Kommentar Europa braucht mehr eigene Chipfabriken

Die Halbleiterhersteller kommen mit der Produktion kaum hinterher. Naturkatastrophen haben zuletzt für weitere Verzögerungen gesorgt.
München Eis, Feuer und Wasser: Die Chipindustrie kapituliert vor den Naturgewalten. Erst legten Schneestürme Halbleiter-Fabriken in Texas lahm. Vorige Woche legte ein Brand ein Werk in Japan still. Nun ist die Produktion in Taiwan bedroht, weil Wasser knapp wird. Derweil stauen sich im Suezkanal die Frachter.
Die durch und durch globalisierte Lieferkette in der Chipbranche wird durcheinandergewirbelt wie selten zuvor. Das ist umso schlimmer, als die Hersteller angesichts des Auftragsbooms mit der Produktion ohnehin kaum hinterherkommen. Rund um den Globus pausieren die Autofabriken. Um mehr als zehn Prozent soll der Umsatz der Branche dieses Jahr klettern, schätzen Marktforscher.

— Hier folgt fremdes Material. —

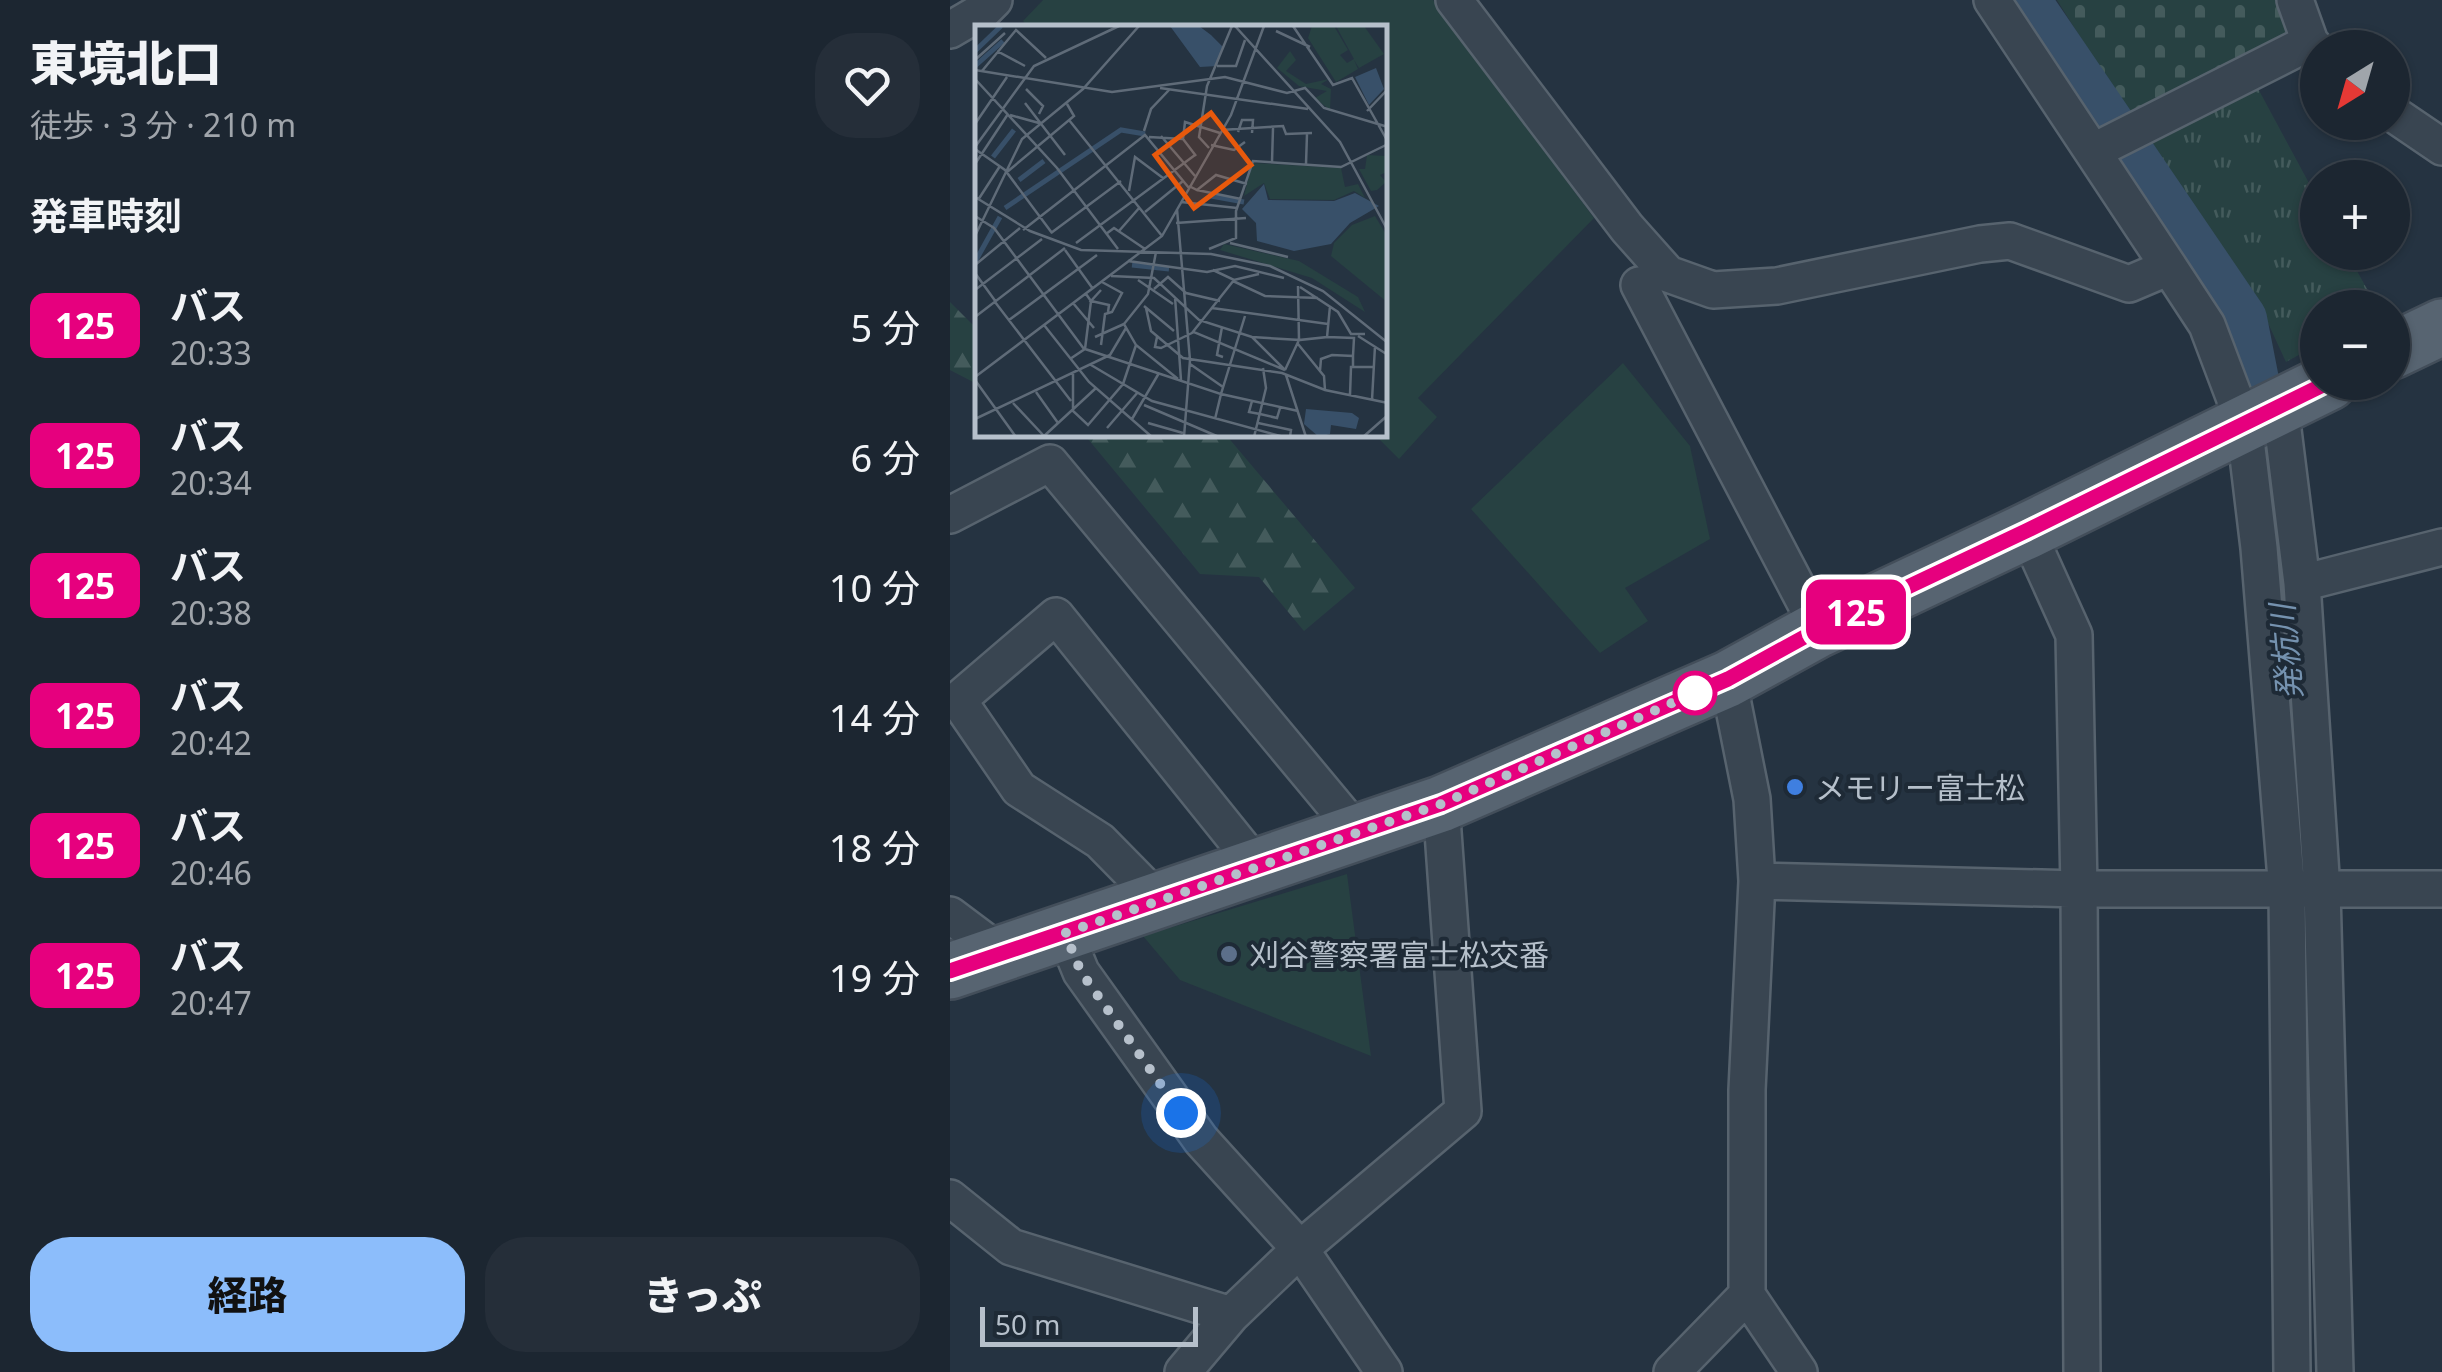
<!DOCTYPE html>
<html lang="ja">
<head>
<meta charset="utf-8">
<style>
	:root { --surface:#1c2631; --page:#252e39; --text:#f1f3f6; --muted:#a0a5ab; --line:#3a434d; --accent:#8cbdfb }
	body { margin:0; font-family:"Noto Sans","Noto Sans JP",sans-serif; background:var(--page); color:var(--text); height:100vh; display:flex; flex-direction:column; font-size:38px; white-space:nowrap }
	* { box-sizing:border-box; margin:0 }
	p { font-size:32px; color:var(--muted) }
	.icon { flex:none; width:55px; height:55px; fill:none; stroke:currentColor; stroke-width:2; stroke-linecap:round; stroke-linejoin:round }
	.map { position:relative; flex:1; overflow:hidden }
	.drawer { display:flex; flex-direction:column; background:var(--surface); width:950px }
	.drawer>* { flex:none }
	.badge { padding:0 20px; border-radius:15px; font-size:35px; line-height:65px }
	.needle { width:65px; rotate:217deg }
	.fabs { position:absolute; left:1350px; top:30px; display:grid; gap:20px }
	.fabs a { display:grid; place-items:center; width:110px; height:110px; border-radius:50%; background:var(--surface); box-shadow:0 2px 8px #0004,0 0 0 2px var(--line); font-size:50px }
	.scale { position:absolute; left:30px; bottom:25px; width:218px; box-sizing:border-box; padding-left:10px; border:5px solid #b6c0cb; border-top:0; font-size:28px; line-height:35px; white-space:nowrap; color:#b6c0cb; -webkit-text-stroke:8px #1e2a36; paint-order:stroke }
	.you { position:absolute; width:50px; height:50px; margin:-25px; border:8px solid #fff; border-radius:50%; background:#1a73e8; box-shadow:0 0 0 15px #1a73e833 }
	.map>.badge { position:absolute; translate:-50% -50%; box-shadow:0 0 0 5px #fff }
	h2 { padding:0 30px; font-size:38px; line-height:90px }
	.round { display:grid; place-items:center; flex:none; width:105px; height:105px; border-radius:40px; background:var(--page) }
	.headline { display:flex; align-items:center; justify-content:space-between; height:170px; padding:0 30px }
	h1 { font-size:48px; font-weight:800; line-height:75px }
	.primary-button { display:flex; gap:20px; margin-top:auto; padding:20px 30px }
	.primary-button a { flex:1; height:115px; border-radius:40px; background:var(--accent); color:#111; font-size:40px; font-weight:800; line-height:115px; text-align:center }
	.primary-button a+a { background:var(--page); color:var(--text) }
	ul { padding:0; list-style:none }
	li { display:flex; align-items:center; gap:30px; height:130px; padding:0 30px }
	li div { flex:1 }
	li b { display:block; font-size:38px }
	li em { font-style:normal }
	li .badge { min-width:110px; font-weight:700; text-align:center }
	main { display:flex; flex:1; min-height:0 }
	.map>svg:first-child { display:block }
</style>
</head>
<body>
<main>
<section class="drawer">
<div class="headline"><div><h1>東境北口</h1><p>徒歩 · 3 分 · 210 m</p></div><a class="round"><svg class="icon" aria-label="heart" viewBox="0 0 24 24"><path d="M12 20l-8-8c-3-5 5-10 8-4 3-6 11-1 8 4z"/></svg></a></div>
<h2>発車時刻</h2>
<ul>
<li><span class="badge" style="background:#e6007e;color:#fff">125</span><div><b>バス</b><p>20:33</p></div><em>5 分</em></li>
<li><span class="badge" style="background:#e6007e;color:#fff">125</span><div><b>バス</b><p>20:34</p></div><em>6 分</em></li>
<li><span class="badge" style="background:#e6007e;color:#fff">125</span><div><b>バス</b><p>20:38</p></div><em>10 分</em></li>
<li><span class="badge" style="background:#e6007e;color:#fff">125</span><div><b>バス</b><p>20:42</p></div><em>14 分</em></li>
<li><span class="badge" style="background:#e6007e;color:#fff">125</span><div><b>バス</b><p>20:46</p></div><em>18 分</em></li>
<li><span class="badge" style="background:#e6007e;color:#fff">125</span><div><b>バス</b><p>20:47</p></div><em>19 分</em></li>
</ul>
<div class="primary-button"><a>経路</a><a>きっぷ</a></div>
</section>
<div class="map">
<svg width="1492" height="1372" viewBox="0 0 1492 1372">
	<defs>
		<pattern id="grass-tufts" width="24" height="20" patternUnits="userSpaceOnUse" patternTransform="scale(2.5)"><rect width="24" height="20" fill="#274142"/><path d="M3 7l-1-3M5 7V3M7 7l1-3M15 17l-1-3M17 17v-4M19 17l1-3" fill="none" stroke="#445b5c"/></pattern>
		<pattern id="forest-firs" width="22" height="20" patternUnits="userSpaceOnUse" patternTransform="scale(2.5)"><rect width="22" height="20" fill="#274142"/><path d="M5 1l3.5 6h-7zM16 11l3.5 6h-7z" fill="#445b5c"/></pattern>
		<pattern id="cemetery-stones" width="16" height="16" patternUnits="userSpaceOnUse" patternTransform="scale(2.5)"><rect width="16" height="16" fill="#274142"/><path d="M2 7V4a2 2 0 0 1 4 0v3zM10 15v-3a2 2 0 0 1 4 0v3z" fill="#445b5c"/></pattern>
	</defs>
	<rect width="100%" height="100%" fill="#253341"/>
	<path fill="url(#grass-tufts)" d="M 1305,83 L 1367,198 L 1368,252 L 1397,253 L 1427,307 L 1368,308 L 1367,345 L 1336,362 L 1312,310 L 1192,137 Z"/>
	<path fill="url(#forest-firs)" d="M 0,302 L 27,329 L 27,384 L 0,370 Z
		M 130,435 L 276,435 L 405,588 L 354,631 L 309,577 L 250,574 L 138,439 Z"/>
	<path fill="url(#cemetery-stones)" d="M 1107,0 L 1332,0 L 1345,34 L 1179,115 Z"/>
	<path fill="#274142" d="M 93,0 L 483,0 L 644,218 L 468,398 L 487,417 L 449,459 L 425,435 L 435,435 L 435,28 L 79,28 L 73,21 Z
		M 673,363 L 740,446 L 760,539 L 675,588 L 698,621 L 650,653 L 521,509 Z
		M 397,874 L 421,1056 L 230,980 L 193,936 Z"/>
	<g fill="none" stroke-linecap="round" stroke-linejoin="round">
		<path stroke="#385069" stroke-width="52" d="M 1074,0 L 1291,319 L 1318,457 L 1356,888"/>
		<defs>
			<path id="street" d="M 504,0 L 677,228 L 718,274 L 763,290 L 827,286 L 1030,244 L 1060,241 L 1179,284 L 1219,267 L 1257,325 L 1294,423 L 1309,548 L 1337,891 L 1342,1372
				M 1042,0 L 1219,267
				M 1345,0 L 1360,42 L 1368,51
				M 0,30 L 34,10 L 44,0
				M 1442,113 L 1492,147
				M 1144,151 L 1360,42
				M 689,285 L 869,629
				M 1330,406 L 1352,583 L 1372,891 L 1385,1372
				M 0,515 L 100,463 L 407,832
				M 1077,531 L 1124,635 L 1129,889 L 1132,1372
				M 1352,583 L 1492,547
				M 807,881 L 1129,889 L 1492,889
				M 209,901 L 150,841 L 69,789 L 8,700 L 106,616 L 307,866
				M 0,915 L 52,954
				M 115,933 L 131,972 L 251,1140 L 350,1249 L 434,1372
				M 0,1198 L 61,1247 L 281,1315
				M 797,1295 L 849,1372
				M 233,1372 L 281,1315 L 350,1249 L 513,1111 L 491,804
				M 722,1372 L 797,1295 L 797,1090 L 807,881 L 802,799 L 778,679"/>
			<path id="primary" d="M 1442,351 L 1492,327
				M 0,971 L 491,804 L 778,679 L 869,629 L 1077,531 L 1379,382"/>
		</defs>
		<use href="#street" stroke="#57636e" stroke-width="40"/>
		<use href="#primary" stroke="#434e5a" stroke-width="60"/>
		<use href="#street" stroke="#394551" stroke-width="35"/>
		<use href="#primary" stroke="#576471" stroke-width="55"/>
	</g>
	<g fill="none" stroke-linecap="round" stroke-linejoin="round">
		<defs>
			<path id="line" d="M 0,971 L 491,804 L 778,679 L 869,629 L 1076,531 L 1379,382"/>
		</defs>
		<use href="#line" stroke="#fff" stroke-width="22"/>
		<use href="#line" stroke="#e6007e" stroke-width="15"/>
		<path stroke="#b6c0cb" stroke-width="10" stroke-dasharray="0 18" d="M 231,1113 L 131,972 L 115,933 L 491,804 L 745,693"/>
	</g>
	<circle fill="#fff" stroke="#e6007e" stroke-width="5" cx="745" cy="693" r="20"/>
	<circle fill="#3f7fe0" stroke="#1e2a36" stroke-width="4" cx="845" cy="787" r="10"/>
	<circle fill="#5c6f8a" stroke="#1e2a36" stroke-width="4" cx="279" cy="954" r="10"/>
	<g text-anchor="middle" dominant-baseline="central" stroke-width="8" stroke-linejoin="round" paint-order="stroke">
		<g font-size="30" fill="#b6c0cb" stroke="#1e2a36" text-anchor="start">
			<text x="865" y="787">メモリー富士松</text>
			<text x="299" y="954">刈谷警察署富士松交番</text>
		</g>
		<g font-size="32" font-style="italic" fill="#7592af" stroke="#1e2a36">
			<text transform="translate(1335 652) rotate(-95)">発杭川</text>
		</g>
	</g>
	<g transform="translate(25 25)">
		<rect width="412" height="412" fill="#253341"/>
		<path d="M 315,26 L 321,35 L 311,46 L 331,59 L 354,54 L 346,59 L 356,64 L 355,85 L 340,73 L 352,66 L 324,61 L 302,43 Z" fill="#274142"/>
		<path d="M 392,130 L 412,131 L 412,147 L 405,150 L 411,157 L 402,165 L 396,166 L 384,144 L 390,144 ZM 277,138 L 366,143 L 370,162 L 383,159 L 390,173 L 379,166 L 359,175 L 295,174 L 289,158 L 269,171 ZM 249,219 L 324,236 L 383,272 L 390,287 L 337,253 L 245,225 Z" fill="#274142"/>
		<path d="M 337,1 L 359,1 L 373,25 L 365,30 L 372,38 L 379,34 L 361,1 L 389,1 L 409,29 L 384,43 L 379,35 L 383,44 L 361,57 L 333,13 ZM 400,191 L 412,211 L 412,277 L 356,231 L 359,218 L 377,200 Z" fill="#274142"/>
		<path d="M 195,1 L 224,1 L 236,10 L 248,22 L 242,41 L 225,42 ZM 401,43 L 409,64 L 394,80 L 380,52 ZM 289,159 L 293,175 L 359,176 L 380,168 L 404,181 L 375,198 L 356,219 L 319,226 L 282,216 L 281,198 L 267,184 ZM 331,384 L 377,388 L 384,393 L 381,404 L 356,400 L 355,409 L 344,412 L 329,399 Z" fill="#385069"/>
		<path fill="none" stroke="#385069" stroke-width="5" d="M 0,26 L 26,1M 0,41 L 28,16M 18,132 L 39,105M 44,155 L 69,136M 236,171 L 269,177M 30,183 L 146,105 L 170,109M 0,237 L 25,192M 157,240 L 194,244"/>
		<path fill="none" stroke="#5f6b78" stroke-width="2.5" d="M 260,1 L 365,117 L 413,206M 318,1 L 358,60 L 377,53 L 413,117M 301,6 L 335,22M 22,26 L 50,41M 0,35 L 30,8M 242,41 L 261,41 L 270,15M 0,45 L 137,67 L 250,52 L 312,68 L 330,63 L 349,83 L 413,102M 7,46 L 41,5 L 71,33M 1,55 L 82,143 L 143,224M 185,63 L 333,84M 51,64 L 68,81 L 64,89M 50,78 L 90,130M 392,86 L 413,64M 35,90 L 64,98M 94,95 L 187,211M 0,99 L 32,52M 246,105 L 308,101 L 311,109 L 337,108M 169,106 L 176,84 L 194,65M 263,107 L 267,95 L 278,95 L 277,108M 186,111 L 220,151M 174,112 L 208,114M 236,120 L 259,125 L 270,117M 0,122 L 59,41 L 144,1M 234,123 L 224,112 L 232,61 L 257,1M 0,124 L 30,145 L 77,208M 221,131 L 208,114 L 210,97 L 245,108M 297,137 L 298,103M 0,139 L 33,89M 331,139 L 332,109M 32,147 L 99,91 L 92,79M 214,161 L 222,165 L 241,150 L 272,159M 222,165 L 266,174M 154,166 L 160,132 L 188,153M 0,172 L 55,206 L 106,225 L 236,229 L 295,241 L 348,266 L 413,318M 3,175 L 25,141M 206,177 L 262,183M 202,184 L 215,335 L 209,412M 170,187 L 208,156M 0,191 L 19,203 L 109,324M 201,198 L 271,193M 48,205 L 170,110 L 214,163M 144,206 L 165,182M 76,208 L 146,156M 131,209 L 139,203 L 170,224M 0,211 L 47,114 L 108,64 L 164,1M 101,218 L 220,130M 255,218 L 313,232M 234,224 L 261,213 L 261,186 L 278,136 L 366,142 L 413,119M 90,225 L 118,264M 181,227 L 173,269 L 149,299 L 161,320 L 203,354M 153,236 L 232,247 L 260,241 L 309,253M 0,240 L 45,203M 238,245 L 259,255 L 284,249M 0,248 L 21,277M 136,251 L 179,253 L 224,295 L 277,312 L 324,315 L 310,345M 163,255 L 198,279M 258,256 L 290,271 L 343,273M 323,261 L 324,315 L 352,312 L 355,281M 325,262 L 363,287 L 376,309 L 390,309M 179,264 L 193,252 L 211,268 L 245,276M 0,265 L 67,214M 126,265 L 116,276 L 134,280 L 133,287M 200,272 L 206,355M 20,277 L 96,376M 98,278 L 119,303M 169,281 L 199,306M 171,283 L 176,306 L 208,333 L 307,348 L 350,365 L 413,378M 237,283 L 353,299M 270,291 L 246,369 L 323,386M 0,292 L 90,223M 34,295 L 122,230M 69,300 L 114,357 L 177,412M 247,302 L 242,330 L 248,332M 217,308 L 259,255M 383,311 L 413,330M 120,312 L 149,299M 182,312 L 180,322 L 186,323 L 219,307 L 310,345M 277,312 L 309,344M 352,312 L 379,313 L 378,331M 323,319 L 349,351 L 350,365M 126,320 L 130,289 L 137,287 L 147,268 L 127,257M 110,324 L 116,276 L 111,269M 95,334 L 110,324 L 246,369 L 240,394M 215,339 L 248,362M 116,340 L 177,376 L 309,412M 345,346 L 346,334 L 357,330 L 378,331 L 378,342M 98,349 L 98,386 L 113,400 L 148,359 L 161,320M 311,350 L 331,412M 0,352 L 187,211 L 256,90 L 289,1M 0,355 L 41,412M 61,367 L 83,398M 375,370 L 376,342 L 399,342M 397,375 L 400,321M 277,376 L 274,387 L 285,389 L 302,393 L 305,383M 38,378 L 69,411M 169,380 L 244,412M 0,394 L 135,330 L 151,303M 157,394 L 184,348M 173,398 L 208,408M 283,398 L 316,405 L 315,412M 132,403 L 163,367M 68,412 L 121,363M 279,412 L 291,363 L 288,343M 388,412 L 413,390"/>
		<path fill="#e8590c" fill-opacity="0.15" stroke="#e8590c" stroke-width="5" d="M 236,88 L 276,140 L 219,183 L 180,130 Z"/>
		<rect width="412" height="412" fill="none" stroke="#b6c0cb" stroke-width="5"/>
	</g>
</svg>
<div class="fabs">
<a><svg class="needle" viewBox="-14 -14 28 28"><path d="M0-13l5 13h-10z" fill="#e53935"/><path d="M0 13l5-13h-10z" fill="#a0a5ab"/></svg></a>
<a>+</a>
<a>−</a>
</div>
<div class="scale">50 m</div>
<div class="you" style="left:231px;top:1113px"></div>
<b class="badge" style="left:906px;top:612px;background:#e6007e;color:#fff">125</b>
</div>
</main>
</body>
</html>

So schlimm das Chaos für Hersteller und Kunden ist: Für Europa stellt es eine riesige Chance dar. Die Lieferengpässe beweisen, dass die Fertigung näher an die Kunden heranrücken muss.
Die EU und die einzelnen Regierungen sollten gemeinsam alle Hebel in Bewegung setzen, jetzt neue Chipfabriken anzusiedeln.
Das käme allen entgegen: den Kunden, den Herstellern und natürlich ganz Europa, weil auch hochwertige Jobs entstünden.
Chip-Hersteller wollen sich in Europa engagieren
Neue Chipfabriken in Europa sind kein Hirngespinst. Momentan stammt zwar nicht einmal jeder zehnte Halbleiter weltweit aus der EU, 80 Prozent dagegen aus Fernost.
Die führenden Konzerne selbst aber sind durchaus bereit, sich in Europa zu engagieren. Der neue Intel-Chef, Pat Gelsinger, hat gerade zugesagt, auf dem Kontinent zu bauen. Bislang produziert der Weltmarktführer aus dem Silicon Valley in Europa lediglich in Irland. Jetzt gilt es, Gelsinger mit attraktiven Konditionen zu möglichst umfangreichen Investitionen zu bewegen.
Es darf aber nicht bei Intel bleiben. Europa muss sich bemühen, mit TSMC und Samsung auch jene beiden Chipkonzerne anzulocken, die über die weltweit fortschrittlichsten Produktionsverfahren verfügen. TSMC aus Taiwan ist der weltgrößte Auftragsfertiger, Samsung aus Südkorea der führende Speicherchiphersteller.
Selten gab es so viele gute Argumente für Europa. Natürlich, ein Brand wie beim japanischen Autochip-Lieferanten Renesas ist Pech. Das lässt sich auch in der EU nicht ausschließen.
Aber Erdbeben und Wirbelstürme, wie sie in Taiwan und Japan die Produktion immer wieder unterbrechen, sind in Europa eher selten.
Standortvorteil: Europa ist politisch stabil
Wichtiger noch: Europa ist politisch stabil. Das sieht in Ostasien ganz anders aus. Taiwan wird von der Volksrepublik China bedrängt. Südkorea sieht sich mit einem unberechenbaren Diktator im Norden konfrontiert. Kommt es zu einer militärischen Auseinandersetzung, steht die Industrieproduktion weltweit schnell vor dem Kollaps, weil die Chips ausgehen. Die Fabriken in den beiden Ländern stellen rund 40 Prozent aller Halbleiter weltweit her.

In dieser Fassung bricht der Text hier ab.